### INFORMATION GIVEN

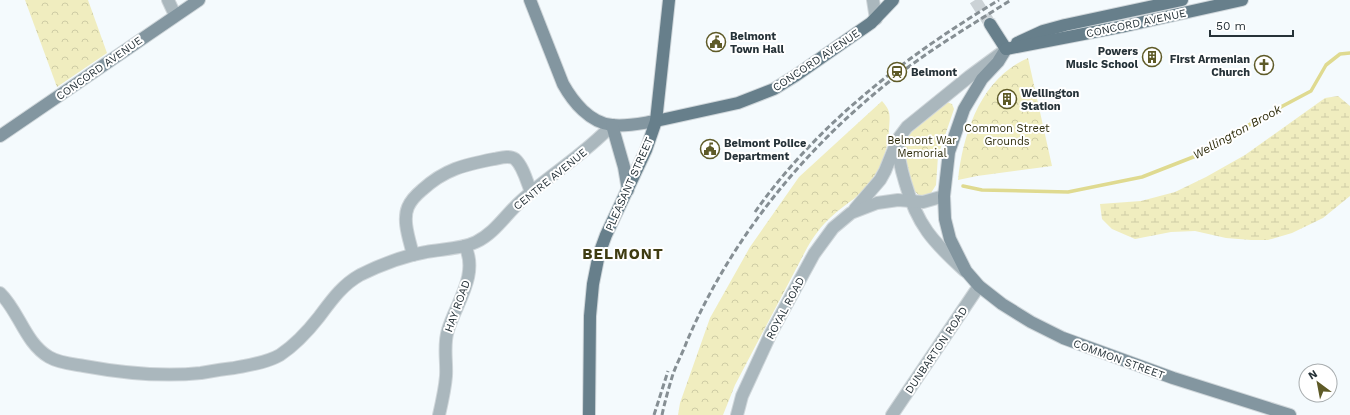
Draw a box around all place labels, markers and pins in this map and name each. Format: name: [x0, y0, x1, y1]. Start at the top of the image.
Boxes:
place label: Belmont Town Hall: [730, 30, 785, 56]
public building icon: Belmont Town Hall: [705, 31, 727, 53]
place label: Powers Music School: [1066, 45, 1138, 71]
building icon: Powers Music School: [1141, 46, 1163, 68]
place label: First Armenian Church: [1170, 53, 1250, 79]
church icon: First Armenian Church: [1253, 54, 1275, 76]
station icon: Belmont: [886, 61, 908, 83]
place label: Belmont: [911, 66, 957, 79]
place label: Wellington Station: [1021, 87, 1080, 113]
building icon: Wellington Station: [996, 88, 1018, 110]
place label: Belmont Police Department: [724, 137, 806, 163]
public building icon: Belmont Police Department: [699, 138, 721, 160]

######

Each record above needs to be transcribed word for word, with its pictures omitted.

Draw a box around all place labels, markers and pins in this map and name each. Format: name: [x0, y0, x1, y1]. Start at the top of the image.
Boxes:
place label: Belmont Town Hall: [730, 30, 785, 56]
public building icon: Belmont Town Hall: [705, 31, 727, 53]
place label: Powers Music School: [1066, 45, 1138, 71]
building icon: Powers Music School: [1141, 46, 1163, 68]
place label: First Armenian Church: [1170, 53, 1250, 79]
church icon: First Armenian Church: [1253, 54, 1275, 76]
station icon: Belmont: [886, 61, 908, 83]
place label: Belmont: [911, 66, 957, 79]
place label: Wellington Station: [1021, 87, 1080, 113]
building icon: Wellington Station: [996, 88, 1018, 110]
place label: Belmont Police Department: [724, 137, 806, 163]
public building icon: Belmont Police Department: [699, 138, 721, 160]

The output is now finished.